■ **DATASET CONTENT**
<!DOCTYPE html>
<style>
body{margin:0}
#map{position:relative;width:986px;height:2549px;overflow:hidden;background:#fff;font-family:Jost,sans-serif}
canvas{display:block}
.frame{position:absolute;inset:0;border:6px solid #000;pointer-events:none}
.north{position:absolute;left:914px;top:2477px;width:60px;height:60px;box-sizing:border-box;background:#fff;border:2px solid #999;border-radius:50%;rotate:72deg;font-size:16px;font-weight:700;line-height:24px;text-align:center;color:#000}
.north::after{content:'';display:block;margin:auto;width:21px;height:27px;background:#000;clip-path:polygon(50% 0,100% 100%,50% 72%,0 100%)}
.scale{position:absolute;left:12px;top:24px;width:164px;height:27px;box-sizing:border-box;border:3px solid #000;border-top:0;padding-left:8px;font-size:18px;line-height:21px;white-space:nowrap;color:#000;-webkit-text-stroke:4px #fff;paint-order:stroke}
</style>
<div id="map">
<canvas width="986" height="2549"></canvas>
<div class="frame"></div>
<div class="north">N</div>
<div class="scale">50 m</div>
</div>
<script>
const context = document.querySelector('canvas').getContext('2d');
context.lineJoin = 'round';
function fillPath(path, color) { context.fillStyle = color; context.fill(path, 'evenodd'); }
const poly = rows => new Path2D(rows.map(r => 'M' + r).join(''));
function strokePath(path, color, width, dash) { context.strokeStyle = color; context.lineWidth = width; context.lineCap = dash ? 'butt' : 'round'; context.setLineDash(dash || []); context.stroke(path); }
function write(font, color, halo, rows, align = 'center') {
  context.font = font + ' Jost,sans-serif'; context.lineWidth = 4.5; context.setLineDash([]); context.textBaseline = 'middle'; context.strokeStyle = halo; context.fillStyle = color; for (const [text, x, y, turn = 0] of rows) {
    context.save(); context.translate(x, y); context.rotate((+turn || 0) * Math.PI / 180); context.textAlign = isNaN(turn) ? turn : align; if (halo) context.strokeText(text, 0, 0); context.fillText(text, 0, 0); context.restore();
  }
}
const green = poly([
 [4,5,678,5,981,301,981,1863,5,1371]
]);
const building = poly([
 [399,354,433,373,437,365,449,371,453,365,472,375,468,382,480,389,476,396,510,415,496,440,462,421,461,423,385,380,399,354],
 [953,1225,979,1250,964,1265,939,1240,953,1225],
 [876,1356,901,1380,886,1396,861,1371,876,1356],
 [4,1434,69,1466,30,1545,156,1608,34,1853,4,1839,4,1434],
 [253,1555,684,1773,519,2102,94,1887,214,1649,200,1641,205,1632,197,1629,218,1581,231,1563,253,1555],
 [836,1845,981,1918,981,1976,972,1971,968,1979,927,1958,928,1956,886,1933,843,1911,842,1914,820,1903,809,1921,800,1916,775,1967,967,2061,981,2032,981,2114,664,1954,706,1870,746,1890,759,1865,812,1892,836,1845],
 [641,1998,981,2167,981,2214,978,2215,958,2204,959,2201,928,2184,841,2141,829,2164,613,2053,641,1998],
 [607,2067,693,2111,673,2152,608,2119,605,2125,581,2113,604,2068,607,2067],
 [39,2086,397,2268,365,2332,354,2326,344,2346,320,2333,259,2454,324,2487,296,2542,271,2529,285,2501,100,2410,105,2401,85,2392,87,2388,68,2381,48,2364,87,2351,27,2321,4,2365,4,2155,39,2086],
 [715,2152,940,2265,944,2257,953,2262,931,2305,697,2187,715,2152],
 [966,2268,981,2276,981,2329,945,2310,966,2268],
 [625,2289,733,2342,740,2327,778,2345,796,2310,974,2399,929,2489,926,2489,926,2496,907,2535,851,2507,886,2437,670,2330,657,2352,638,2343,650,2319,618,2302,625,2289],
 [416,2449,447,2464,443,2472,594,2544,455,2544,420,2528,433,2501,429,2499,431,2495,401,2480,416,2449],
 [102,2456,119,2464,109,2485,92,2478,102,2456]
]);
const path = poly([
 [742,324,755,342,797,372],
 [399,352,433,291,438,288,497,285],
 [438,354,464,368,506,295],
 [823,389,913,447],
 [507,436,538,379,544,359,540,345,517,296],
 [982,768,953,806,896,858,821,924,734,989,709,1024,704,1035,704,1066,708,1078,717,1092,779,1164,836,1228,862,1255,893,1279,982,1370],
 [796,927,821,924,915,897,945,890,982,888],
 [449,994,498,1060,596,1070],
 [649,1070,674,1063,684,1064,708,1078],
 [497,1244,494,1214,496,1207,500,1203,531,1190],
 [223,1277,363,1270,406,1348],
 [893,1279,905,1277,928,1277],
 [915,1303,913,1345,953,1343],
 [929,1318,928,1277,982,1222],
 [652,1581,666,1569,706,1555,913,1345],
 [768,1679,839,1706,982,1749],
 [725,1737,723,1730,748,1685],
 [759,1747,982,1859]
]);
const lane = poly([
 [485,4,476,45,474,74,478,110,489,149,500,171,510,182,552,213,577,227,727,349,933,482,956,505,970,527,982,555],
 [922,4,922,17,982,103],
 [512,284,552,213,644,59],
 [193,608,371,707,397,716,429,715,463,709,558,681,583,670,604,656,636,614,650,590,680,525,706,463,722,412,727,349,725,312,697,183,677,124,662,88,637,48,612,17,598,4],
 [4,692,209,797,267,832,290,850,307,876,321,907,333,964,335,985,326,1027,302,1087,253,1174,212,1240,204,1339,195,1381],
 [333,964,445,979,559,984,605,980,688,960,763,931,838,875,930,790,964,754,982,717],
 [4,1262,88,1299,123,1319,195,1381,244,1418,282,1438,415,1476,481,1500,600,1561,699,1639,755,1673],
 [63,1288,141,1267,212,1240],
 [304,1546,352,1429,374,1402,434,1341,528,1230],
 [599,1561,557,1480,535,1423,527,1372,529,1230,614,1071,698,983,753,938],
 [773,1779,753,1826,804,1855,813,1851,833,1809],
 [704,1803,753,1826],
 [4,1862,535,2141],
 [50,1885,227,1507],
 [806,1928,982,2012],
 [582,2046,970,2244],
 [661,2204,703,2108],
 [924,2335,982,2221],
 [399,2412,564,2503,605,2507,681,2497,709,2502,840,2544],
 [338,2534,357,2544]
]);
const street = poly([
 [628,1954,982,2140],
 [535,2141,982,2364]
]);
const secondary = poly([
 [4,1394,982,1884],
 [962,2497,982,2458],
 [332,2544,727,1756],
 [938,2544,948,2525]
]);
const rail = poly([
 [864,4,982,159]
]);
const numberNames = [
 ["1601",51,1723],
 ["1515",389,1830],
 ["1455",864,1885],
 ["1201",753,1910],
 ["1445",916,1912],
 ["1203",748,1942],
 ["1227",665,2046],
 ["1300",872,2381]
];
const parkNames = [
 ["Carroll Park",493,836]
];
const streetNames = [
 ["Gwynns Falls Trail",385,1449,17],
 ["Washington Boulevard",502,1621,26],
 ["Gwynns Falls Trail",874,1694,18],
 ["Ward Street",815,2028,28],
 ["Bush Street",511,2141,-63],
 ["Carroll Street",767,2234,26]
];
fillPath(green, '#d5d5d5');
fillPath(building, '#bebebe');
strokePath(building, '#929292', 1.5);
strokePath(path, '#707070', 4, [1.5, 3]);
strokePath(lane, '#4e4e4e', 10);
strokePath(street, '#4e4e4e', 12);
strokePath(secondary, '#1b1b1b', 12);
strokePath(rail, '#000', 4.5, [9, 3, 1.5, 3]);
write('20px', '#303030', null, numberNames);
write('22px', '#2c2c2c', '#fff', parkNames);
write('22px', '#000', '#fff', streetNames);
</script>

■ **EXERCISE**
Copy every line of the data where "strokeStyle" is found.

■ **SOLUTION TO THE EXERCISE**
function strokePath(path, color, width, dash) { context.strokeStyle = color; context.lineWidth = width; context.lineCap = dash ? 'butt' : 'round'; context.setLineDash(dash || []); context.stroke(path); }
  context.font = font + ' Jost,sans-serif'; context.lineWidth = 4.5; context.setLineDash([]); context.textBaseline = 'middle'; context.strokeStyle = halo; context.fillStyle = color; for (const [text, x, y, turn = 0] of rows) {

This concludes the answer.